Une Offre Publique (OPA, OPRA, OPAS, OPR, OPRO, OPM) est en général le moment où l’investisseur particulier vend un titre. Mais il y a des exceptions. C’est parfois le moment pour acheter un titre. Le cas était évident sur Gaumont. Plus récemment, c’était aussi le cas sur DNX, bien que je n’ai pas su le voir tout de suite. C’est peut-être le cas aujourd’hui avec 1000mercis.

Le groupe 1000mercis (ALMIL), dont la marque se nomme Numberly, opère dans la publicité digitale et le marketing digital sur fond de bigdata.
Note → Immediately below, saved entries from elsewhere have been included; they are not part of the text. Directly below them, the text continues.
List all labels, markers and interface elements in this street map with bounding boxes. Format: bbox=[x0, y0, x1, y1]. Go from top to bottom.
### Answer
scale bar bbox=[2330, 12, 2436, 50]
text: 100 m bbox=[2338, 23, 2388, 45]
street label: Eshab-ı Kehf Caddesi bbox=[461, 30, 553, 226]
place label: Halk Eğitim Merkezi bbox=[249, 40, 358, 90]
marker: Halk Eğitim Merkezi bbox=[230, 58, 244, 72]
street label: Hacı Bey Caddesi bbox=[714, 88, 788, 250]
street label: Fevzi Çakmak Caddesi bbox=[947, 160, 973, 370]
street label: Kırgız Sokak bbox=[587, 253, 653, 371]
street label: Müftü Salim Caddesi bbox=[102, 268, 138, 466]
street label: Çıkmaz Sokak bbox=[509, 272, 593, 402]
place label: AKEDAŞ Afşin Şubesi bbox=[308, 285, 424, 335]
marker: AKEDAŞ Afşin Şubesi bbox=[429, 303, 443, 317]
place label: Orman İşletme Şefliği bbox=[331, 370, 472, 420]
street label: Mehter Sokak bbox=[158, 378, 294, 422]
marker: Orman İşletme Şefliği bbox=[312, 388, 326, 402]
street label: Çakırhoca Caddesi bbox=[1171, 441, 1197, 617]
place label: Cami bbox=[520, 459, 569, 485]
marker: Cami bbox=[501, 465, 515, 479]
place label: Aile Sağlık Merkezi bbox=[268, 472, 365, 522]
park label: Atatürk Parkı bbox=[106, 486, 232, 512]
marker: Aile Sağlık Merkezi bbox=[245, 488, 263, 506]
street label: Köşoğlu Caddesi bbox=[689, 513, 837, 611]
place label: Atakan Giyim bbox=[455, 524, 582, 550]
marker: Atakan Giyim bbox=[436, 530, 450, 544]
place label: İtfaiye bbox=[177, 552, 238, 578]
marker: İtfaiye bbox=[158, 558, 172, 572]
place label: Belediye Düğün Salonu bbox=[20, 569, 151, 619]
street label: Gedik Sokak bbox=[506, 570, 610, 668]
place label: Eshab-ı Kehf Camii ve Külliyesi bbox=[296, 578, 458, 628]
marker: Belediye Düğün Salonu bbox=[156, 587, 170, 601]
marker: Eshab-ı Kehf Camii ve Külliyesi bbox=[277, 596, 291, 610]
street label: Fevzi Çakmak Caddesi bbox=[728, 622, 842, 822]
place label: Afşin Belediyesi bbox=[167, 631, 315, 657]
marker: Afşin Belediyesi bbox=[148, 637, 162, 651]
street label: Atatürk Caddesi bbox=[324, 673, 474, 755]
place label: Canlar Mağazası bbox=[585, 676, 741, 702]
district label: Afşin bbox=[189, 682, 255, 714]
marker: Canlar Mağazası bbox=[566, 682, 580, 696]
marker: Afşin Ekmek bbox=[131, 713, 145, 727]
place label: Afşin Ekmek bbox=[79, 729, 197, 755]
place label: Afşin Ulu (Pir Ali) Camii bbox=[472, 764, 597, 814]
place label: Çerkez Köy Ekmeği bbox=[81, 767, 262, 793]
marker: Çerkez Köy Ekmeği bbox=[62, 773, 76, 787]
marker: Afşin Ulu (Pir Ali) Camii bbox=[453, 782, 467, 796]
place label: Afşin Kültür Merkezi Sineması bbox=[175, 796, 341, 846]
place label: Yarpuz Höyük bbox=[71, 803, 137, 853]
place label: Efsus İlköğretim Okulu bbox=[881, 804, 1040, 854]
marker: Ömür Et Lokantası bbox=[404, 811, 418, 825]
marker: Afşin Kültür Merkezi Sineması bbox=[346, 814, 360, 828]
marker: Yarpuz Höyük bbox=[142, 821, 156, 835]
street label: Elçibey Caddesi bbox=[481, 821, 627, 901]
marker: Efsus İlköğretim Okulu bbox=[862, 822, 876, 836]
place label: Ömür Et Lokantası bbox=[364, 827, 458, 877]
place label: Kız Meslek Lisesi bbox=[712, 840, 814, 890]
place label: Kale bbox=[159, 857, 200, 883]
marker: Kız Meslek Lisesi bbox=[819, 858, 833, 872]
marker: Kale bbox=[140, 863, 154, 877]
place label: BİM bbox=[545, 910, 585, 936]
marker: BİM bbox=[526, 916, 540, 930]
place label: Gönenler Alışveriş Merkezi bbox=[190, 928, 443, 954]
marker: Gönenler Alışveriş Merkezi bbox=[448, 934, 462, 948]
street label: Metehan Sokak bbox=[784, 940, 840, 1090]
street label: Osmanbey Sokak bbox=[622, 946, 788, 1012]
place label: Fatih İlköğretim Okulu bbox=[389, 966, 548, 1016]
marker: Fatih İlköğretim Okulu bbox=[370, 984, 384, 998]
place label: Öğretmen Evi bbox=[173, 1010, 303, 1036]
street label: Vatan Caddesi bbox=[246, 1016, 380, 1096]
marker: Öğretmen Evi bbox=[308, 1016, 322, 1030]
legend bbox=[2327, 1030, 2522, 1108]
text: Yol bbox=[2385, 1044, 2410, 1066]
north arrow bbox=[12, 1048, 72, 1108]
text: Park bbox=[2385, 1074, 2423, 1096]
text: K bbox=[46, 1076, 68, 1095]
Il a été créé en 2000 par Yseulys Costes et Thibaut Munier qui détiennent toujours 42 % du capital.  Ce qui m’a alerté sur ce titre, c’est l’annonce d’une OPRA sur 500 000 actions (~19 % du capital) à 18 €, avec une prime dérisoire de 12,85 % par rapport au cours de clôture du 30 novembre 2020.

▣ Les comptes

Avec le bilan semestriel au 30 juin 2020, et les comptes annuels 2019, nous avons :

  • Prix = 17,4 €/action
  • N = 2,639 M actions dont 0,085 M auto-détenues
  • Capitalisation = 51,5 M€
  • Cash et équivalents = 26,3 M€
  • Dettes financières (partie restant due de l’emprunt pour achat du siège parisien) = 17,4 M€
  • Cash net = 8,9 M€
  • Fonds de roulement = -2 M€
  • EV = 44,6 M€
  • CA = 69,2 M€ (les résultats et cash-flows donnés sont ceux de 2019)
  • EBIT = 2,9 M€
  • EBITDA = 7,4 M€
  • RN = 2,5 M€
  • CAF = 7 M€
  • FCF = 3,5 M€.

On a ainsi :

  • P/E = 21
  • EV/EBITDA = 6
  • EV/FCF = 12,7.

Pas de quoi en faire une société value. Sauf que…

L’immobilier

Il est bien connu que la perle de 1000mercis est son immobilier. Par l’intermédiaire d’une SCI qu’elle détient en propre, la société est en effet propriétaire de l’immeuble abritant son siège social. Celui-ci est situé dans des beaux quartiers de Paris, rue de Chateaudun, dans le 9e.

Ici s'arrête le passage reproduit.